Два моих платья мать повесила на плечики, зная, что они мне не скоро пригодятся, и заметила, как просторно в шкафу. Потом мы пошли обратно к машине. Мать помахала мне рукой на прощание — во всяком случае, должна была помахать, хотя я этого не помню. Помню одно: я неподвижно стояла и тупо глядела вслед машине, которая уезжала, поднимая пыль. Прошла целая вечность, прежде чем я повернулась и по дорожке мимо навеса, под которым держали корнеплоды, пошла к главному зданию.
Как раз тогда мир пошатнулся, и меня сорвало с якорей.
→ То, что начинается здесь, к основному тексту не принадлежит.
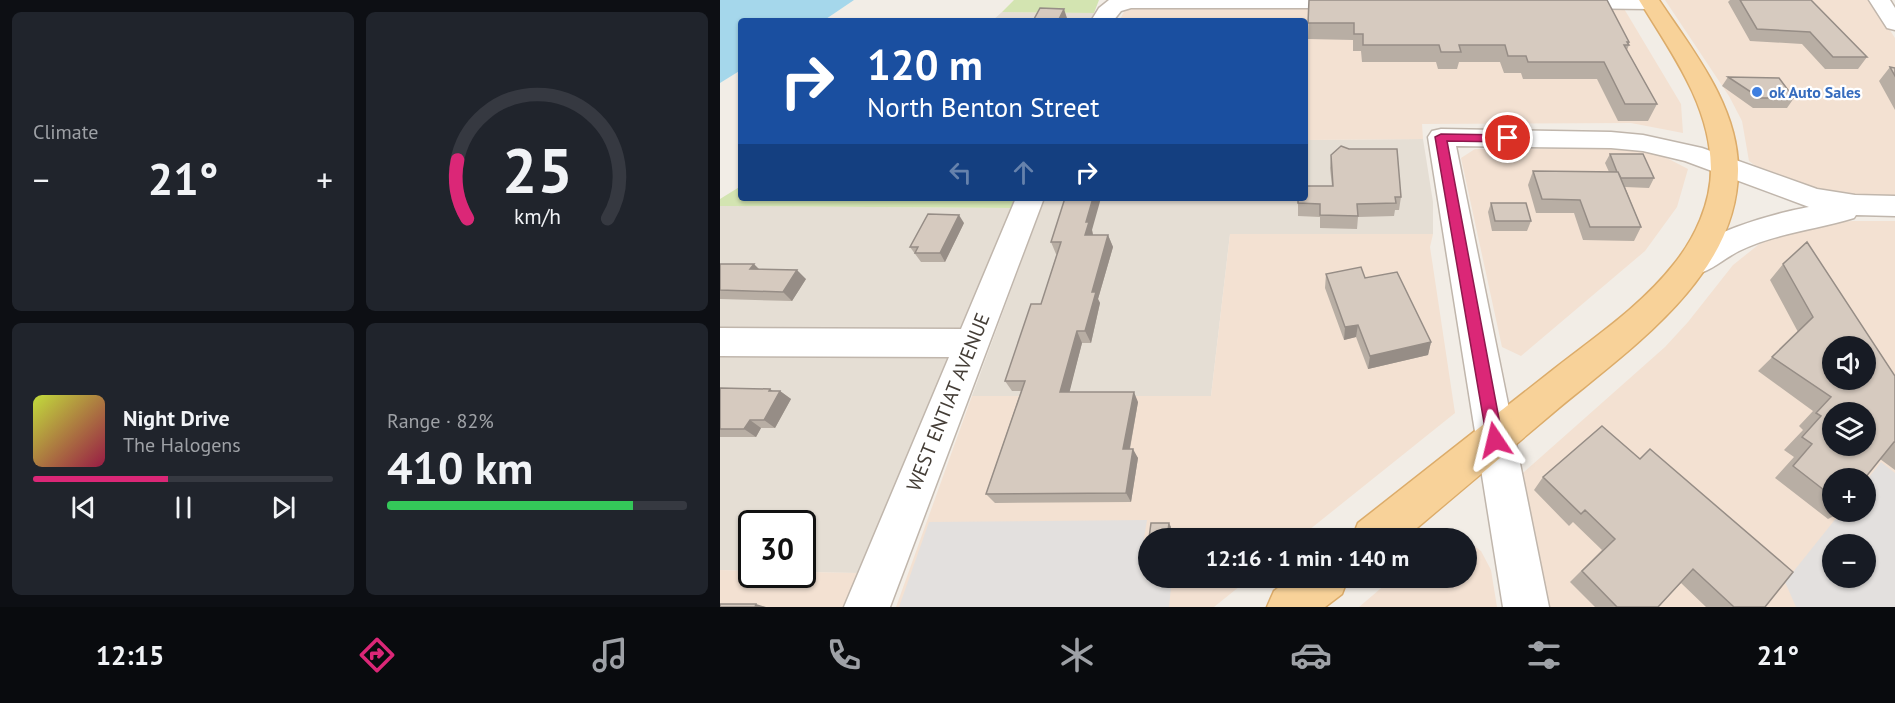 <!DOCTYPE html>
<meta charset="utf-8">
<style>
:root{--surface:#171b24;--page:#20242c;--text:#f1f3f6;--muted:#9ea1a6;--line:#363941;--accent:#db2777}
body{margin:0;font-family:"PT Sans",sans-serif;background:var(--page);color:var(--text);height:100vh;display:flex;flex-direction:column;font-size:22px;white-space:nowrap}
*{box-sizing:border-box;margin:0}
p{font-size:20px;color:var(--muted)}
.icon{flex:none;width:33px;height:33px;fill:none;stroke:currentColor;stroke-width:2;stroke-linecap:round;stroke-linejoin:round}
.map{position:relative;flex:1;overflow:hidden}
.panel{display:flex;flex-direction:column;gap:12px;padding:12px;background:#0d0f14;width:720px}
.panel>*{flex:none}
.banner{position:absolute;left:18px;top:18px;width:570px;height:183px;border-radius:6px;box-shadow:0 2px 4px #0004;background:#1a4fa0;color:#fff;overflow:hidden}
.fabs{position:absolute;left:1102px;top:336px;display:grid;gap:12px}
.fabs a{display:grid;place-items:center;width:54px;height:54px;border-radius:50%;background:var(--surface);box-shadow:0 2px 4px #0004;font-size:30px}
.speed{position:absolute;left:18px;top:510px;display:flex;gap:12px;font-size:30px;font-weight:700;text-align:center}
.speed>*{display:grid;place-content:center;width:78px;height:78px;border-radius:50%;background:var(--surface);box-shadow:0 2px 4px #0004;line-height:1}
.speed .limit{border:3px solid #111;border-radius:9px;background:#fff;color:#111}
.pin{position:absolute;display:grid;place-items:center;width:51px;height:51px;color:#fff;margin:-26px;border:3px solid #fff;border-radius:50%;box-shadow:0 2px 6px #0007}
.me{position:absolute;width:66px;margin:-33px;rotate:350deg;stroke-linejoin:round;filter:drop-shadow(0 0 4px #0008)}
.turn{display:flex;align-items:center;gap:21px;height:126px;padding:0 30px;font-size:27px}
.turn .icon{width:78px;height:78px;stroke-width:2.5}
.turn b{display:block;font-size:42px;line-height:51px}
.lanes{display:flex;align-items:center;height:57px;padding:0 30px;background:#0003;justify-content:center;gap:30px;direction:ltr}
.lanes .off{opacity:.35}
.big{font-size:45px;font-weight:800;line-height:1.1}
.panel .widget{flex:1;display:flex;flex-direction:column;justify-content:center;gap:9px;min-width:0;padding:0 21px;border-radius:9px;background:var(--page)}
.panel .dial{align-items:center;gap:0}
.dial svg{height:156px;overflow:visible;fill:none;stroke:var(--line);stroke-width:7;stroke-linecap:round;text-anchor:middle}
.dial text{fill:var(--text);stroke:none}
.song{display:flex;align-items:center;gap:18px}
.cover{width:72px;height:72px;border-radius:9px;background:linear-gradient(135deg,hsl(70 70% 55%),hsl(340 70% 35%))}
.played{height:6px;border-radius:3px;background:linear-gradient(90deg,var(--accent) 45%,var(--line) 45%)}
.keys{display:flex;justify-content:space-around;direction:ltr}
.heat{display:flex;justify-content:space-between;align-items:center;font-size:33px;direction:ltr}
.charge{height:9px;border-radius:4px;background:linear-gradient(90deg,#34c759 82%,var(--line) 0)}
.panel .tiles{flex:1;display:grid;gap:12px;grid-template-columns:repeat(2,1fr)}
.trip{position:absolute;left:418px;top:528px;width:339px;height:60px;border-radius:30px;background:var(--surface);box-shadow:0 2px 4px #0004;font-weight:800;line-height:60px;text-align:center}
.dock{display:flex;height:96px;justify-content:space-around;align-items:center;background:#090b0e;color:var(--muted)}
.dock .icon{width:42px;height:42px}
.dock .active{color:var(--accent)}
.dock b{font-size:27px;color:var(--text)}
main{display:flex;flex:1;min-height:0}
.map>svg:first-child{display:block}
</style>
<main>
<section class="panel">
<div class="tiles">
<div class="widget"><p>Climate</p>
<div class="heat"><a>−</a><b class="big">21°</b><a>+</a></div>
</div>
<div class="widget dial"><svg viewBox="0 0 100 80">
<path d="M14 69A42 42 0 1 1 86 69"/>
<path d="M14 69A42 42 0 0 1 9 39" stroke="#db2777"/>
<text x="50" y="56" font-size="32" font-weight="700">25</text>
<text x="50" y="72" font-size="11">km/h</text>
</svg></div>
<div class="widget">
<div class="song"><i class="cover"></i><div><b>Night Drive</b><p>The Halogens</p></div></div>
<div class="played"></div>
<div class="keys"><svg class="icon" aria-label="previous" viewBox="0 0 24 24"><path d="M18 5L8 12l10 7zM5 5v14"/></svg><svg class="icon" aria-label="pause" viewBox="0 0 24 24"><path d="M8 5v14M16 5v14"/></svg><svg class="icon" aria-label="next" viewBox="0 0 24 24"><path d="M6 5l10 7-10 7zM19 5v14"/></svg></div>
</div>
<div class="widget"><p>Range · 82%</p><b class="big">410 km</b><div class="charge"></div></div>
</div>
</section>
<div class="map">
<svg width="1175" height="607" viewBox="0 0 1175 607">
<rect width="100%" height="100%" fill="#f2ede6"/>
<path fill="#e5ded4" d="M282 12 374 13 371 21H272Z
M703 139 713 202V234H510L491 396H252L325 198H585V140Z
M0 206 295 208 138 573 83 572 82 524H32L31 571 0 570Z"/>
<path fill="#f3e1d2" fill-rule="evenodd" d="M945 0H1150L1175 38V196L1112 193 1045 173 1029 161 1022 121 1009 96Z
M903 7 961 104 963 133 911 123 702 124 703 139 585 140V21H399L405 10 414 8Z
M916 148 943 156 968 169 957 207 925 251 801 356 782 347 741 158 755 149Z
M1133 221H1175V607H819L796 479 945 347 968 322 1013 265 1038 245 1065 232 1097 224ZM1113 346H1146V380H1113ZM1113 412H1146V446H1113ZM1113 478H1146V512H1113ZM1113 544H1146V578H1113Z
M510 234H713L710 247 735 413 579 538H429V578H530L494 607H176L252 396H491Z
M747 541 761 551 771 570 777 607H639L673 578H747Z
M0 570 31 571 32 574H82L83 572 138 573 125 607H0Z"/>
<path fill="#d3e4b1" d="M294 0H379L374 13 282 12Z
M21 186V198H300L295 208 0 206V199Z"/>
<path fill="#e3e0de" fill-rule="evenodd" d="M1161 462 1175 473V607H1076L1065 582 1121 512H1146V481ZM1113 544H1146V578H1113Z
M427 520 422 551H429V578H452L449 607H179L209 522Z"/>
<path fill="#a5d7eb" d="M0 0H134L103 21H21V70L0 83Z"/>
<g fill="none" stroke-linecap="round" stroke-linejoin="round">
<defs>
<path id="minor" d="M389 0H644L645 2 642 6 635 8H411L401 11 393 21H371L379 8Z
M833 0H938L940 3 937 7 930 9 842 8 835 6 832 2Z
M1149 0H1170L1175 8V30L1167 28Z
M721 129 891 132 923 135 982 148 1097 189 1135 195 1175 196V216L1136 215 1134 218C1095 230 1056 233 1019 251 999 261 983 280 961 273L956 265C973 235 1056 213 1089 207L965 161 923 151 891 148 736 146 829 607H783L708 137 712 131Z
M296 198H324L170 607H124L229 357 0 356V328L241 329Z"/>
<path id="major" d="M919 0H939C973 51 1019 107 1018 171 1017 278 908 350 834 412 785 454 735 496 685 538H632L638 523C703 472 769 420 834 369 876 336 921 306 954 264 975 238 991 203 991 169 991 105 950 51 919 0Z
M571 578H628L622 594 605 607H547L554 591Z"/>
</defs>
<use href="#minor" stroke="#c0b6ac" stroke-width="3"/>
<use href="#major" stroke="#dcac6a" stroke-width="3"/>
<use href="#minor" fill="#fff" fill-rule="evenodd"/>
<use href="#major" fill="#f8d299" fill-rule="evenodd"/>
</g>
<path fill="#b8aea4" d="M589 0 909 42 908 44 909 45 907 50 937 104 928 121H898L877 79H803L801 73H784L780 62H739L737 69H718L716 62H642L641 51H633V40L588 39Z
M1010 0H1091L1147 57 1138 69H1105L1082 44 1030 41 1008 2Z
M1170 67 1175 68V110L1159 81Z
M1008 77 1074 98 1067 108H1033L1002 86Z
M890 154 934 178 929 188 905 187 921 227 914 241 863 240 854 213H816L808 185 813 171 889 172 885 163Z
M611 155 681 197 679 210H675L674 216 638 217 637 229 600 228V217L578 216V198L612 186 610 168Z
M771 203 811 221 807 231H772L768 212Z
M244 223 225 262H201L190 247Z
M372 230 373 235H388L393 247 378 299 380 303 371 343H362L349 392 418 402 410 449 418 458 411 502 275 503 266 494 301 391H292L285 381 321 304 337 254H336L331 242Z
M0 264 39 269 86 279 72 301 0 299Z
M1063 264 1175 376V470L1160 459 1113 478V512H1122L1108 519 1055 478 1074 457 1064 450 1083 430 1079 426 1093 411 1038 371 1078 332 1050 280Z
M606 274 645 278 711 342 708 355 648 369 636 337 624 340 605 288Z
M0 388 60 391 71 399 55 428H41L36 437H0Z
M823 477 1045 607H986L961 583 938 607H875L850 582 882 550 853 522 849 526 814 490Z"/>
<path fill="#968d86" d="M344 9 348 21H338Z
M373 198H381L372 230 373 235H365L366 222Z
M239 215 244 223 225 262 220 253Z
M388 235 393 247 378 299 380 303 371 343 365 331 372 292Z
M34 264 43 273 30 269Z
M77 270 86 279 72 301 63 292Z
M638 325 636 337 624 340 625 327Z
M357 331 362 343 347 402 340 392Z
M711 342 708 355 648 369 650 356Z
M50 389 58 395 60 391 71 399 55 428 44 420 49 391Z
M414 392 418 402 408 458 403 449Z
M30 420 41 428 36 437 24 429Z
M413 449 418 458 411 502 406 493Z
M449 523 451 527 449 538H447Z
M36 604 46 607H35Z"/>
<path fill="#d6cabf" stroke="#968d86" stroke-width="1.5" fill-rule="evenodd" d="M589 0H887L909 42H907L909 45H904L937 104H905L884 62H808L806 56H788L785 45H739L741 52H721L719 45H643V34H634V23H588Z
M1020 0H1091L1147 57H1113L1090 32 1037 29Z
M320 8 344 9 338 21H313Z
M1170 67 1175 68V76Z
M1008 77 1059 78 1074 98H1040Z
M621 146 629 149H677L681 197H675L676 203 637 204 638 216 600 215V204L578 203V198H585V186H613L611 155Z
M890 154H923L934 178H901L898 172H897Z
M813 171 898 172 921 227H870L860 200 822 199Z
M345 198H373L366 222H369L365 235H388L372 292H376L365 331H357L340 392H414L403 449H413L406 493 266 494 305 381H285L311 304H321L341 242H331Z
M771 203H806L811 221H775Z
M208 214 239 215 220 253H195L198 247H190Z
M1087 242 1175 376V442H1174L1145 478H1113V497L1073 466 1092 444 1082 437 1101 416 1096 413 1111 397 1052 357 1093 317 1063 264ZM1113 346H1146V380H1113ZM1113 412H1146V446H1113Z
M0 264H34L30 269 77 270 63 292 0 290Z
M641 267 645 278 677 272 711 342 650 356 638 325 625 327 606 274Z
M0 388 50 389 49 391H60L44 420H30L24 429H0Z
M882 426 920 459 930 449 1073 572 1045 607H1014L973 569 938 607H897L862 571 895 539 865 510 861 514 823 477Z
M431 523H449L447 538H429Z
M0 604H36L35 607H0Z"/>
<path fill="#db2777" stroke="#8e194d" stroke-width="1.5" d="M721 134 788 135 794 138 788 142 727 141 783 440 781 445 775 447 769 445 767 440 715 137Z"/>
<circle fill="#3f7fe0" stroke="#fff" stroke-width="2" cx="1037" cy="92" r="6"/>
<g text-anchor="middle" stroke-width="4.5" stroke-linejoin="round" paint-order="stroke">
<g font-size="16" font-weight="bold" fill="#366cbe" stroke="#fff" text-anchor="start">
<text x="1049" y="98">ok Auto Sales</text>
</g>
<g font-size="20" fill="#443d36" stroke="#fff">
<text transform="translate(228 402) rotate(-68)" y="7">WEST ENTIAT AVENUE</text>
</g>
</g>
</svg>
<div class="fabs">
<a><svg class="icon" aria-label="sound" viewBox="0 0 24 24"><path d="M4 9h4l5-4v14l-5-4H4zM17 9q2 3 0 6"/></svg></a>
<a><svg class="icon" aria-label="layers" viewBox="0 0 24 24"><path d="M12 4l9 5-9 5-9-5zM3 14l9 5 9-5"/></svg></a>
<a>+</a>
<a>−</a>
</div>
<div class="speed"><div class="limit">30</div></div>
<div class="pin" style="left:788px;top:138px;background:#d93025"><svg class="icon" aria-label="arrive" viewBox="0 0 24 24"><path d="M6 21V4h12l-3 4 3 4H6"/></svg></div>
<svg class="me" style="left:775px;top:440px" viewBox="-20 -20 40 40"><path d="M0-17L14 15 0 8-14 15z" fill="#db2777" stroke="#fff" stroke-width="4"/></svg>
<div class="trip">12:16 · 1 min · 140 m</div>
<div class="banner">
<div class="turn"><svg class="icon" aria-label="right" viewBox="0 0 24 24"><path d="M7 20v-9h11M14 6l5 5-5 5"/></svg><div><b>120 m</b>North Benton Street</div></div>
<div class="lanes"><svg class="icon off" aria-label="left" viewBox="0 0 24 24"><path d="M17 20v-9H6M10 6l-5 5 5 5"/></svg><svg class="icon off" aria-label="ahead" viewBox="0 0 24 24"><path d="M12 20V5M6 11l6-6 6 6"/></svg><svg class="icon" aria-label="right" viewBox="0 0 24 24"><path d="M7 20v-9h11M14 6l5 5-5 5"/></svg></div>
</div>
</div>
</main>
<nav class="dock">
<b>12:15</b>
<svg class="icon active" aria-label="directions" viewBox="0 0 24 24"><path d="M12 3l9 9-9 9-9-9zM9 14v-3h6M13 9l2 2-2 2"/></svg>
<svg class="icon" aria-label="music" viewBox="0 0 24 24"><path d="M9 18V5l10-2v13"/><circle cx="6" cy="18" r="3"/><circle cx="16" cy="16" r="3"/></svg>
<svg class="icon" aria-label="phone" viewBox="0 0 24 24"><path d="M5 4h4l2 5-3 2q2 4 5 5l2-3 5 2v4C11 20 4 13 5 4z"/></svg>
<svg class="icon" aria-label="climate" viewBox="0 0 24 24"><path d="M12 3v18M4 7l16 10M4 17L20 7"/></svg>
<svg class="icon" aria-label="car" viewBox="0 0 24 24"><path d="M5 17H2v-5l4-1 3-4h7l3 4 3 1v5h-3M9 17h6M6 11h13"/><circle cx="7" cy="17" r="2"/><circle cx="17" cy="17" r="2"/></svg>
<svg class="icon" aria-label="filters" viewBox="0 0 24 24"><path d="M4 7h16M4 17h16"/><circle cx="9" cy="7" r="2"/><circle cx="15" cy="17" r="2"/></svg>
<b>21°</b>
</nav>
Я пыталась продвинуть непослушное тело хоть к какому-нибудь просвету: им оказалась дверь в главное здание. Скользящая, струящаяся влага, в которую я превращалась, уже гремела у меня в ушах, когда я достигла края стремнины. Я текла по длинному коридору и меня колотило о десятки открытых шкафчиков, кукольных домиков без дверей: ни одного укромного местечка. Мне сказали, что на одном из шкафчиков будет написано мое имя: там будут лежать калоши, с меткой на стельках; там будет висеть рабочая куртка, с меткой на вороте; все по стандарту: калоши — внизу, куртка — на крючке. Волны не запирающихся шкафчиков — а я скольжу вдоль стены, и солнце, врывающееся в коридор через высокие окна, слепит глаза, и в лучах вьются, пляшут пылинки.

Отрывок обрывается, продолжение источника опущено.